Hal ini cukup nampak untuk mengetahui latar belakang pemberian atribut kultural (adat Sangihe) pada moment Pilkada 9 desember 2020 khususnya di Kota Manado, maka perlu ditinjau dari kaca mata politik identitas. Pemberian seperti penobatan struktur organisasi gelar Panglima Tertinggi Brigade kepada calon Walikota Manado Mor Dominus Bastian..?
Apakah ini merupakan alat untuk mempertegas politik identitas yang dimaknai sebagai strategi dan kontestasi ikatan simbol kultural primordial (agama, kesukuan, ras, kelompok) dalam memperjuangkan siapa mendapat apa, kapan dan bagaimana.
Beberapa poin yang bersinggungan dengan politik identitas akan diintegrasikan untuk dijadikan sebagai bahan acuan dalam melihat kontestasi politik identitas di Kota Manado, antara lain: pengertian singkat politik identitas,
Apakah perbedaan ras dan budaya merupakan persoalan mempertahankan politik identitas? budaya dan politik orang Manado antara harapan dan kenyataan, pemberian sebagai Panglima Tertinggi Brigade Santiago suatu bentuk penjajahan pikiran
Dalam dunia politik di Indonesia, identitas dijadikan sebagai alat untuk mempertegas kekuatan politik sekaligus digunakan sebagai alat atau cara untuk menjatuhkan dan menjelek-jelekkan lawan politik tertentu.
Politik identitas dalam kehidupan berbangsa dan bernegara membentuk dominasi arus besar untuk sebuah kepentingan kelompok yang akan memeras dan menyingkirkan kelompok lawan atau kelompok minoritas.
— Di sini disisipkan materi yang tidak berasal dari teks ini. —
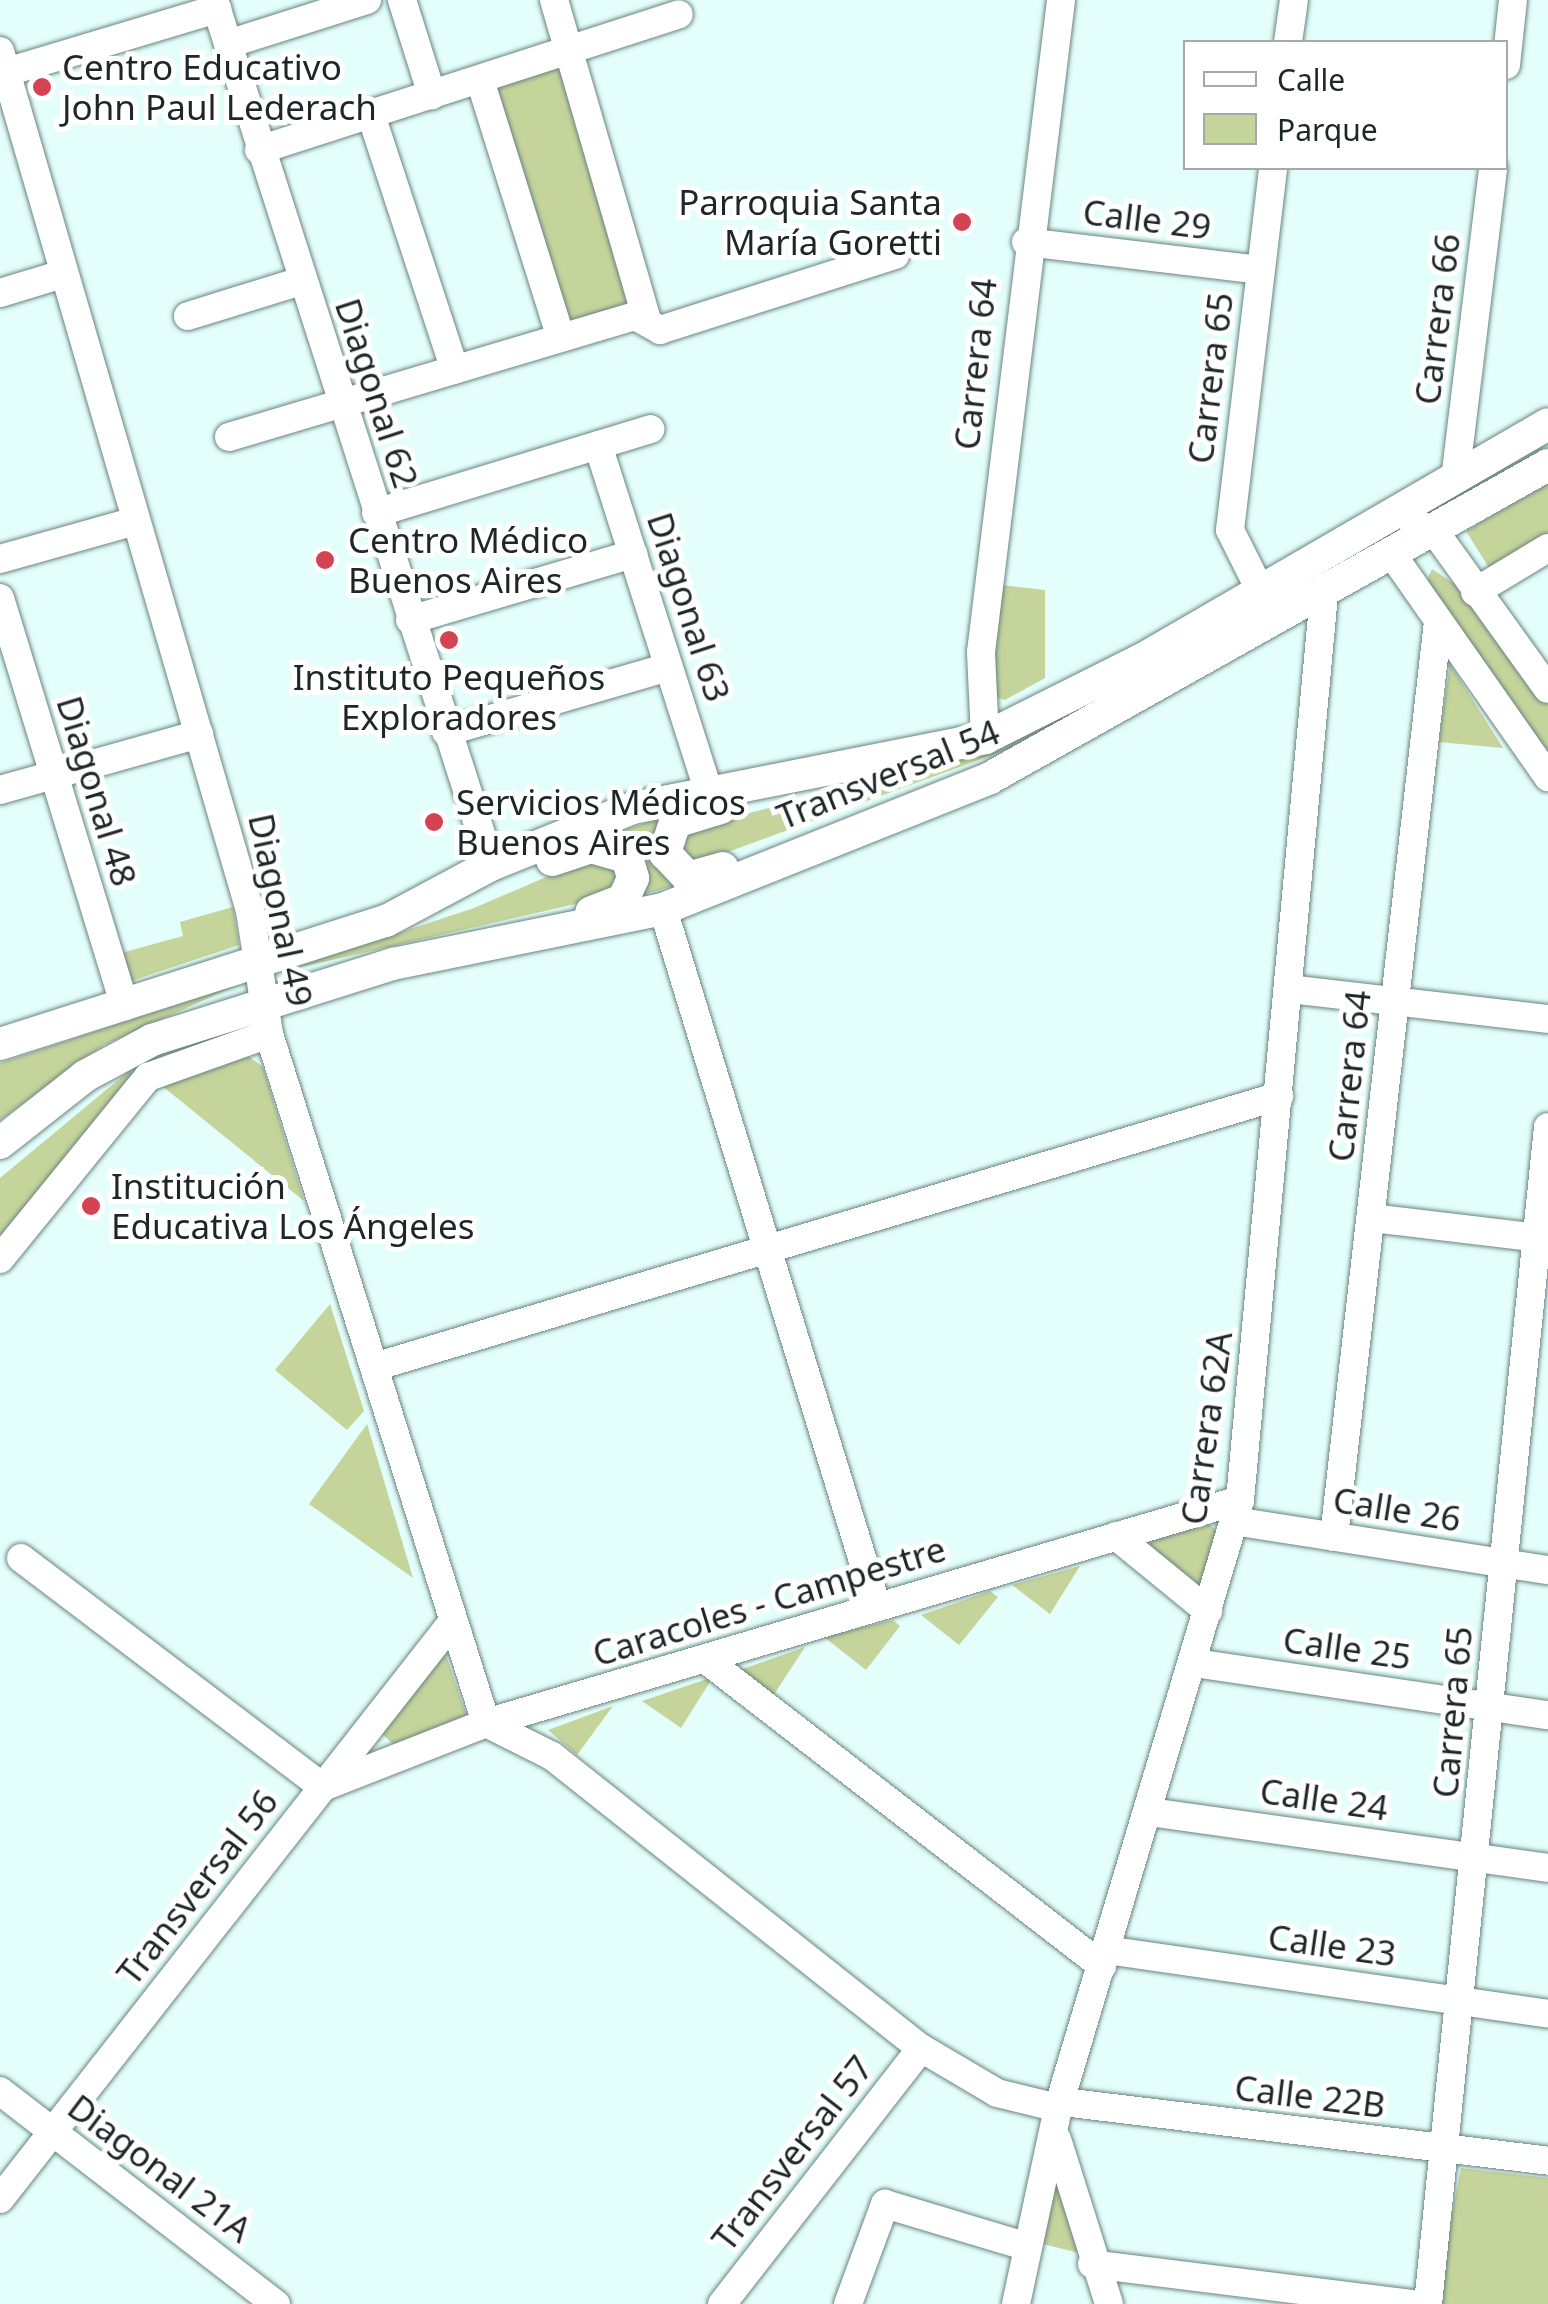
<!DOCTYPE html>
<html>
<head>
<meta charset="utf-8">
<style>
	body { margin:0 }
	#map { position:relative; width:1548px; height:2304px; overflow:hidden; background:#e3fefb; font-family:"Noto Sans",sans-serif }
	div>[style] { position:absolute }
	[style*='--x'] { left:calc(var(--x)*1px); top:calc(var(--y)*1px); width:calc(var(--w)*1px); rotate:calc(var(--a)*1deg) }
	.green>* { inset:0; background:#c4d49b; transform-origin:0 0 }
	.roads { filter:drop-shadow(0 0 2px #6a8380) drop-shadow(0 0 2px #6a8380) }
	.minor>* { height:28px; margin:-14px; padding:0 14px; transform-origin:14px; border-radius:14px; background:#fff }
	.major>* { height:32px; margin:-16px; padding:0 16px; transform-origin:16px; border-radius:16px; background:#fff }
	.dots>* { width:28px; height:28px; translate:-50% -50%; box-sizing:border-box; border:5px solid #fff; border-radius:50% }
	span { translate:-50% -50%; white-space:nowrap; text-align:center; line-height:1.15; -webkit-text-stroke:10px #fff; paint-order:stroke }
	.poi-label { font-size:35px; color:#1d2726 }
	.left { translate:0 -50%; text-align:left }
	.right { translate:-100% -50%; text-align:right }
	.street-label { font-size:35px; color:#1d2726 }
	.legend { position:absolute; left:1183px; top:40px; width:325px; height:130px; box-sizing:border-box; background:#fff; border:2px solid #a5a9a8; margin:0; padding:12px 18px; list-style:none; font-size:30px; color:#1d2726 }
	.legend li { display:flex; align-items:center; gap:20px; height:50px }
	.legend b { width:50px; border:2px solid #a5a9a8 }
</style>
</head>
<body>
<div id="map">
	<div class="green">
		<i style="left:562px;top:66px;width:252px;height:71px;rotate:73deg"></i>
		<i style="clip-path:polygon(1548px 483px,1548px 533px,1489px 568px,1466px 531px)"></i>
		<i style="clip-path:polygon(1378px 534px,1383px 542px,1055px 732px,687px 867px,675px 832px,969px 757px)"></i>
		<i style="clip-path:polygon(1432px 569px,1462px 589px,1548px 702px,1548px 758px,1426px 582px)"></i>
		<i style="clip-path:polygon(1001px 585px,1045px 590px,1045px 678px,1005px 700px,995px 697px,992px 660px)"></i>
		<i style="clip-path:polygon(1450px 664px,1503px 748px,1439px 742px)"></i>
		<i style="clip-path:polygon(665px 817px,649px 843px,652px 856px,687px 882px,627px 899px,602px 837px)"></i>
		<i style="clip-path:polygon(602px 853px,619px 874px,610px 896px,280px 972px,474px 908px)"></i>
		<i style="clip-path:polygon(233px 907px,239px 945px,131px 981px,121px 953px,183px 936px,180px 922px)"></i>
		<i style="clip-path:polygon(242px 983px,102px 1046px,0 1120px,0 1063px)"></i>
		<i style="clip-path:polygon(244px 1053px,263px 1067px,304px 1201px,156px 1081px)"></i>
		<i style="clip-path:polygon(129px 1071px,134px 1074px,0 1236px,0 1178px)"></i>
		<i style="clip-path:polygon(330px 1304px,364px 1411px,347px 1430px,275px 1370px)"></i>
		<i style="clip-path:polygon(367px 1424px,413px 1578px,309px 1504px)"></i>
		<i style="clip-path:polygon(1206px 1521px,1221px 1535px,1199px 1588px,1149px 1550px,1152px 1539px)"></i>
		<i style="clip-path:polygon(1080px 1566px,1050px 1614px,1012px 1585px)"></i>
		<i style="clip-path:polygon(990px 1591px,998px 1597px,959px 1645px,921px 1615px)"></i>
		<i style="clip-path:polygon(893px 1620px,900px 1626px,866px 1670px,824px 1637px)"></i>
		<i style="clip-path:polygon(805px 1647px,773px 1696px,740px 1670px)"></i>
		<i style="clip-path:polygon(444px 1649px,467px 1717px,394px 1745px,374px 1726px)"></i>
		<i style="clip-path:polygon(713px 1677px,681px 1728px,642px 1701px)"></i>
		<i style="clip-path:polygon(613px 1706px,577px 1755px,548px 1730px)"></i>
		<i style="clip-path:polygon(1461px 2168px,1548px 2178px,1548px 2304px,1434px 2304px)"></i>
		<i style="clip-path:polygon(1053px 2182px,1057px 2182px,1079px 2253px,1043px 2244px)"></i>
	</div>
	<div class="roads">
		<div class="minor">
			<i style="--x:214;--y:0;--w:908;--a:72.24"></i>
			<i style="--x:402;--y:0;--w:100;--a:72.5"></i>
			<i style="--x:554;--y:0;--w:330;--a:73.8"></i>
			<i style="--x:1288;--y:42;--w:42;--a:-81.9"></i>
			<i style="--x:228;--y:44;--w:146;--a:-17.6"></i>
			<i style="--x:0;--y:51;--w:896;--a:73.79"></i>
			<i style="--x:250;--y:911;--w:124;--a:81.2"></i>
			<i style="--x:269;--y:1034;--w:722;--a:72.52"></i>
			<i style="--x:1506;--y:65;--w:65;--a:-83.9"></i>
			<i style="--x:0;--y:74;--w:227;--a:-16.7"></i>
			<i style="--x:480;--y:80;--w:270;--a:72.6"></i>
			<i style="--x:371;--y:115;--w:268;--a:71.8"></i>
			<i style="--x:259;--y:150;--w:441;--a:-17.9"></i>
			<i style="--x:1026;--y:242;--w:236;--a:6.8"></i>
			<i style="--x:0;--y:293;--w:66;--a:-16.8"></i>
			<i style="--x:188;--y:316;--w:118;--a:-17.2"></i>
			<i style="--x:229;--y:437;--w:424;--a:-16.6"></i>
			<i style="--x:635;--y:316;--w:29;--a:29"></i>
			<i style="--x:660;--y:330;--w:247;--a:-17.7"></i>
			<i style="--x:598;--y:445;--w:364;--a:72.3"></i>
			<i style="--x:1455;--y:479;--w:313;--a:-83"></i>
			<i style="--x:376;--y:513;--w:287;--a:-17"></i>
			<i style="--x:1412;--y:521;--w:25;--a:26"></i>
			<i style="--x:1435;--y:532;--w:193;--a:54.3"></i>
			<i style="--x:1394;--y:557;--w:269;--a:55"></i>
			<i style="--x:0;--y:559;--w:137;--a:-15.7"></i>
			<i style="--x:1260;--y:590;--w:67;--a:-116.6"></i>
			<i style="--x:1230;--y:530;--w:365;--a:-83.2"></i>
			<i style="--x:1475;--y:592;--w:85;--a:-31.1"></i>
			<i style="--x:0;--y:598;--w:427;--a:73"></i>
			<i style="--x:410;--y:620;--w:233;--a:-16.5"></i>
			<i style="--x:446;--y:732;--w:231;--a:-16.3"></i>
			<i style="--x:985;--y:738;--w:86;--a:-92.7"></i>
			<i style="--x:981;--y:652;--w:657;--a:-83"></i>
			<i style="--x:0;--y:790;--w:207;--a:-15.7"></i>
			<i style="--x:663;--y:909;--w:730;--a:72.95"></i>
			<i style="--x:1289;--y:989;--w:261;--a:6.6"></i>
			<i style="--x:1372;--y:1218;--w:177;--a:6.8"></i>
			<i style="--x:0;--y:1259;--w:235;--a:-50.9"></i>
			<i style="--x:148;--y:1077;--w:128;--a:-19.6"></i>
			<i style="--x:374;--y:1367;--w:945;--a:-16.67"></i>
			<i style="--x:1234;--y:1521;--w:318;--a:8.9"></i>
			<i style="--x:1116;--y:1536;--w:119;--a:39.2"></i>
			<i style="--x:1334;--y:1537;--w:921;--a:-83.52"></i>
			<i style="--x:21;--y:1558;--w:379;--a:37.2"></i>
			<i style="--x:705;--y:1659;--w:502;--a:37.71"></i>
			<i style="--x:1194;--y:1663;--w:358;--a:8.4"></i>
			<i style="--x:486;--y:1723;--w:74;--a:26.6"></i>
			<i style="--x:552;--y:1756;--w:471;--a:38.4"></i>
			<i style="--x:921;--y:2048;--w:88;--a:30.6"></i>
			<i style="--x:997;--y:2093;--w:63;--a:13.8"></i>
			<i style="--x:323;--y:1787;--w:175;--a:-21.4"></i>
			<i style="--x:486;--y:1723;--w:786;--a:-16.48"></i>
			<i style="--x:1150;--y:1812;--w:402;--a:8"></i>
			<i style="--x:1106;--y:1950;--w:447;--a:8.2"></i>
			<i style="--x:0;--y:2091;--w:349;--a:37.7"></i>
			<i style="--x:1063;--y:2102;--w:489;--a:6.9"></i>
			<i style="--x:1057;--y:2139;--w:173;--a:72.5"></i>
			<i style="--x:0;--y:2199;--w:734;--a:-51.91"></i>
			<i style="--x:1092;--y:2264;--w:322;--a:7.1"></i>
			<i style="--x:722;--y:2304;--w:324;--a:-52.1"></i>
			<i style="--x:848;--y:2304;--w:107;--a:-69.7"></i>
			<i style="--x:885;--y:2204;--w:149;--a:16.7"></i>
			<i style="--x:1016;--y:2304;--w:200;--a:-77.9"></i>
			<i style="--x:1058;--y:2108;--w:635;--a:-73.34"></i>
			<i style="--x:1240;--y:1500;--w:909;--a:-84.7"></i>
			<i style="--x:1428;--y:2304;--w:1183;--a:-84.18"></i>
		</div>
		<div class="major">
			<i style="--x:721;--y:808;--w:48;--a:163.1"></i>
			<i style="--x:675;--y:822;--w:33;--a:108"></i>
			<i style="--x:665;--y:853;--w:34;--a:47"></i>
			<i style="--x:688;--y:878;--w:36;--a:-16"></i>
			<i style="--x:552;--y:860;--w:41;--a:-18.4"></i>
			<i style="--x:591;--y:847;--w:37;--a:16"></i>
			<i style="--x:627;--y:857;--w:22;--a:74"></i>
			<i style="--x:633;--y:878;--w:24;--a:114"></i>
			<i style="--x:623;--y:900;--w:34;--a:159"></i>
			<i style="--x:0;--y:1044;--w:405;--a:-17.7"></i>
			<i style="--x:386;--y:921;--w:119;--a:-28.1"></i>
			<i style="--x:491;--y:865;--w:153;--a:-21.9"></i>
			<i style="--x:633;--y:808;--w:359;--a:-11.2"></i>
			<i style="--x:985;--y:738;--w:174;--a:-26.6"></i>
			<i style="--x:1141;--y:660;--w:470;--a:-30.1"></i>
			<i style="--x:0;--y:1143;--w:108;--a:-38.2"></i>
			<i style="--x:85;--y:1076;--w:76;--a:-28.2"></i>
			<i style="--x:152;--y:1040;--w:253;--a:-17.5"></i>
			<i style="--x:393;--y:964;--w:276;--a:-11.5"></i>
			<i style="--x:663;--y:909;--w:352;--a:-21.8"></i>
			<i style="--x:990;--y:778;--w:640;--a:-29.29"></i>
		</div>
	</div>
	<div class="dots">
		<i style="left:42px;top:87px;background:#d34352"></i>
		<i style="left:962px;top:222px;background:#d34352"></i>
		<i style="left:325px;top:560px;background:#d34352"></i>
		<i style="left:449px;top:640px;background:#d34352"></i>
		<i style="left:434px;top:822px;background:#d34352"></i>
		<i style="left:91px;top:1206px;background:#d34352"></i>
	</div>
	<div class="poi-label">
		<span class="left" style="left:62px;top:87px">Centro Educativo<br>John Paul Lederach</span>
		<span class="right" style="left:942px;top:222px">Parroquia Santa<br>María Goretti</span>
		<span class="left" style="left:348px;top:560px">Centro Médico<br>Buenos Aires</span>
		<span style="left:449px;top:697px">Instituto Pequeños<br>Exploradores</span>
		<span class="left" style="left:456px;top:822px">Servicios Médicos<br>Buenos Aires</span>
		<span class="left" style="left:111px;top:1206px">Institución<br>Educativa Los Ángeles</span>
	</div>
	<div class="street-label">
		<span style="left:1147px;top:219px;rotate:7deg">Calle 29</span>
		<span style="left:1437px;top:319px;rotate:-83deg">Carrera 66</span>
		<span style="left:975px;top:364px;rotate:-84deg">Carrera 64</span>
		<span style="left:1210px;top:378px;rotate:-83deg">Carrera 65</span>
		<span style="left:377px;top:393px;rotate:72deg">Diagonal 62</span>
		<span style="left:689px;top:607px;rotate:72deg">Diagonal 63</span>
		<span style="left:888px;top:774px;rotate:-22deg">Transversal 54</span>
		<span style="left:97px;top:791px;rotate:73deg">Diagonal 48</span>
		<span style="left:281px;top:910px;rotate:78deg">Diagonal 49</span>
		<span style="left:1349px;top:1076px;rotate:-84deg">Carrera 64</span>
		<span style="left:1206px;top:1428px;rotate:-82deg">Carrera 62A</span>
		<span style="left:1397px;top:1509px;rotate:9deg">Calle 26</span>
		<span style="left:769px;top:1601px;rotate:-17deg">Caracoles - Campestre</span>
		<span style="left:1347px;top:1648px;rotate:8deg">Calle 25</span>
		<span style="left:1452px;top:1712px;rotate:-85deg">Carrera 65</span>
		<span style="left:1324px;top:1799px;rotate:8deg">Calle 24</span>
		<span style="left:197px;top:1887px;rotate:-52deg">Transversal 56</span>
		<span style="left:1332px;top:1945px;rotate:8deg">Calle 23</span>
		<span style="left:1310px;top:2096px;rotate:7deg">Calle 22B</span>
		<span style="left:792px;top:2153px;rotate:-52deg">Transversal 57</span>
		<span style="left:160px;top:2168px;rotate:37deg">Diagonal 21A</span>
	</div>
	<ul class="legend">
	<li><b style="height:12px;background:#fff"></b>Calle</li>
	<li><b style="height:28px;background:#c4d49b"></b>Parque</li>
	</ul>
</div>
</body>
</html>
Politik identitas yang terlihat tersebut bermuatan identitas kebudayaan, agama, etnisitas dan ideologi politik tertentu.
Dari sudut pandang lain politik identitas bisa dimaknai sebagai strategi dan kontestasi ikatan simbol kultural primordial (agama, kesukuan, ras, kelompok) dalam memperjuangkan siapa mendapat apa, kapan dan bagaimana.
Menurut Ketua IKISST Kota Manado Pontowuisang Kakauhe, politik identitas secara sederhana dapat dimaknai sebagai strategi politik yang memfokuskan pada pembedaan dan pemanfaatan ikatan primordial sebagai kategori umumnya.
Politik identitas sesungguhnya tidak hadir dalam ruang yang hampa. Dunia politik tidak hanya tentang hukum, undag-undang, dan institusi pengambilan keputusan tetapi terdapat kontestasi atau pertarungan kekuasaan politik melalui kekuatan kultural, sosial ekonomi, dan politik yang bersifat informal dan tidak kasat mata, namun ada dan terasa di dunia nyata.
Kekuasaan yang kasat mata dan tidak terlihat tersebut, berdampak dan berpengaru pada proses pengambilan kebijakan dan isu-isu strategis,” ucanya
Indonesia adalah negara yang perkembangan demokrasinya dianggap tidak berjalan mulus karena tingkat keragamannya lebih tinggi dibandingkan negara demokrasi di negara Asia yang lebih homogen.
Alasan kenapa pembelahan sosial berdasarkan identitas dianggap berbahaya terhadap demokrasi adalah karena dalam masyarakat seperti ini, kekalahan dalam politik bisa dianggap sebagai eksklusi terhadap kelompok identitasnya.
Politik identitas adalah hal yang tidak bisa sepenuhnya dihilangkan dalam demokrasi.Pembentukan aliansi politik berdasakan kesamaan identitas, nilai, atau latar belakang adalah konsekuensi yang tidak bisa dihindarkan dalam demokrasi yang menjamin kebebasan.Bahkan bisa dibilang semua politik adalah politik identitas
Pendekatan rasial dan budaya itu sebagai dasar pembentukan nasion bertentangan secara langsung dengan nilai-nilai ideal Indonesia. Presiden RI pertama , Soekarno, mengatakan bahwa suatu bangsa bukan soal ras, warna kulit, atau kebudayaan.
Indonesia adalah bermacam-macam suku bangsa yang mendiami daratan dan pulau-pulau bekas Hindia Belanda yang terbentang dari Merauke hingga Sabang.